(TASK TO COMPLETE): From the data below, return only the lines from the one with "Detect all labels and" through the one with "Detect all labels, symbols", exact and inclusive, with pictures left out.

======== DATA EXTRACTS

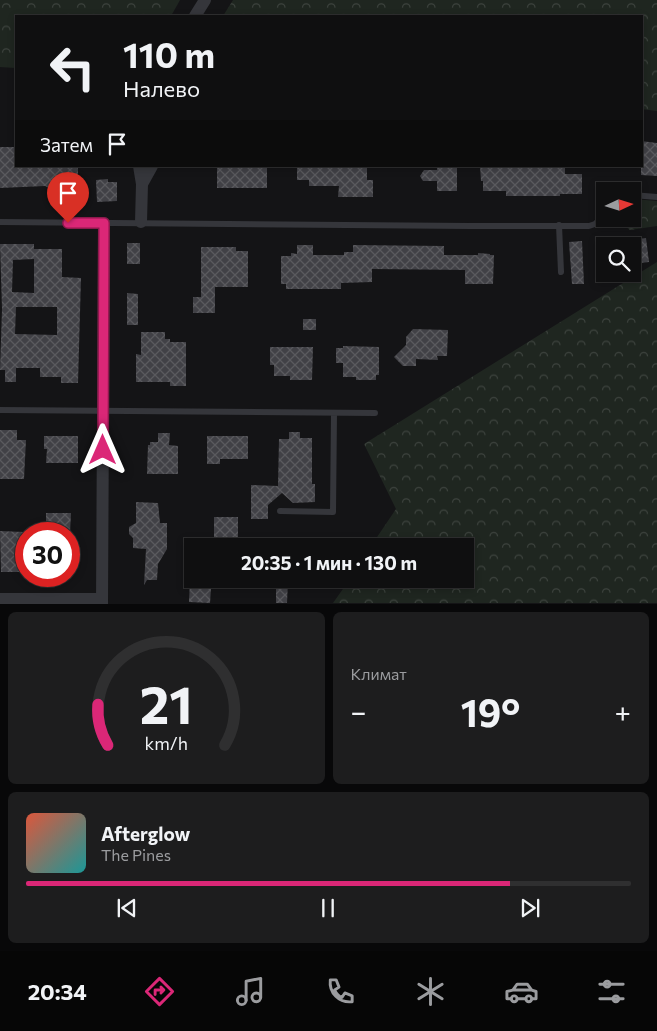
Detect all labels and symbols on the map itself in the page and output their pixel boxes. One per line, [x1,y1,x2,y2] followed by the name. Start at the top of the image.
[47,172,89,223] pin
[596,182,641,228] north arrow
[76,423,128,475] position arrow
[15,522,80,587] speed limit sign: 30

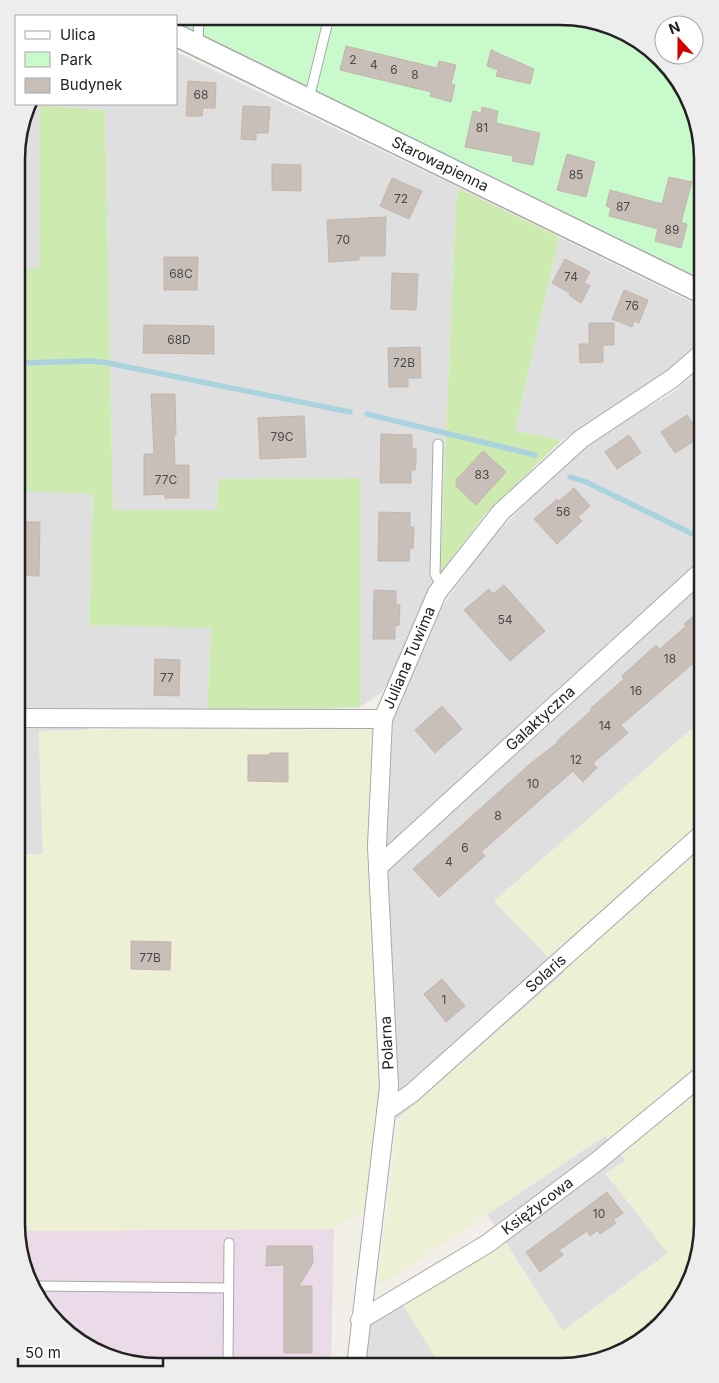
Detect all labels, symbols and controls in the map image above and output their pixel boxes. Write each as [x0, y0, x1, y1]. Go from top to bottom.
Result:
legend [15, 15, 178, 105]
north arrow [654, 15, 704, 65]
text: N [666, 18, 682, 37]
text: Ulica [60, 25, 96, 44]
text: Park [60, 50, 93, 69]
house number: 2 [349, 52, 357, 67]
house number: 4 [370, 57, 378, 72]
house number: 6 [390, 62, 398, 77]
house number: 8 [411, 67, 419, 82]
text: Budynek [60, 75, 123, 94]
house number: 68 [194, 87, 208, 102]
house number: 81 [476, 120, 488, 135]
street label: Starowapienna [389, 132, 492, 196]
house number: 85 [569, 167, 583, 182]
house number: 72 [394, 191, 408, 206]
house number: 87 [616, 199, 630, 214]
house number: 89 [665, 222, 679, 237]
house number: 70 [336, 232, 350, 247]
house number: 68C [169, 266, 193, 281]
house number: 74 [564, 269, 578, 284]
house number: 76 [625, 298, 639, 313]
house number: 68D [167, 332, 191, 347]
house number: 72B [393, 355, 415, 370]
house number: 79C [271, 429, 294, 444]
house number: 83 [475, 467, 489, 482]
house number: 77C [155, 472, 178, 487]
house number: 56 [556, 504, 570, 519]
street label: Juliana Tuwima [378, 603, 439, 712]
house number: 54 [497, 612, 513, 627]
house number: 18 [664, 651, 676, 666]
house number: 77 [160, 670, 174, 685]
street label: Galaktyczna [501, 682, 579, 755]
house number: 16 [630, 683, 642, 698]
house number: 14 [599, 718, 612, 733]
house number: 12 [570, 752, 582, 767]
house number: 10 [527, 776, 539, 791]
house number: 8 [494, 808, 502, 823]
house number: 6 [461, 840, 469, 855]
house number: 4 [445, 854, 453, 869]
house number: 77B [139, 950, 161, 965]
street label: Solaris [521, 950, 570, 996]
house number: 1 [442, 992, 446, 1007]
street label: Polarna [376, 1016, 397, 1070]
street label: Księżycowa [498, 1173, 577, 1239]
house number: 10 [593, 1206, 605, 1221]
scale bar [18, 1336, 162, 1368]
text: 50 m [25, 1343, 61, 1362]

================
======== DATA EXTRACTS

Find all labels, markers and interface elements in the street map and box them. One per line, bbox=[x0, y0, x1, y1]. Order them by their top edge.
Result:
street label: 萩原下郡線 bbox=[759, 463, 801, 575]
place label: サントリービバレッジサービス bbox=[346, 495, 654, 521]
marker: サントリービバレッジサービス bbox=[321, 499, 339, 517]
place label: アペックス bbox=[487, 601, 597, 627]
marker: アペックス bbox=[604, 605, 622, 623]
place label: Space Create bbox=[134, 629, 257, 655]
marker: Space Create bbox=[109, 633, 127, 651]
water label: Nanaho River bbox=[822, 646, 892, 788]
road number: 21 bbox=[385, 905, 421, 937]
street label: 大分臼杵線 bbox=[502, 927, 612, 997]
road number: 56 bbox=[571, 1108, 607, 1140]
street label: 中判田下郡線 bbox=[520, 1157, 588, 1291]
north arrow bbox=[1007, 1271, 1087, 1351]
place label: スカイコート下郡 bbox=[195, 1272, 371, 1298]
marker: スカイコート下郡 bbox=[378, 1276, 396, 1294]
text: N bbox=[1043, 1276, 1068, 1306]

================

(FINISHED TASK):
Detect all labels and symbols on the map itself in the page and output their pixel boxes. One per line, [x1,y1,x2,y2] followed by the name. Start at the top of the image.
[47,172,89,223] pin
[596,182,641,228] north arrow
[76,423,128,475] position arrow
[15,522,80,587] speed limit sign: 30

Detect all labels, symbols and controls in the map image above and output their pixel boxes. Write each as [x0, y0, x1, y1]. Go from top to bottom.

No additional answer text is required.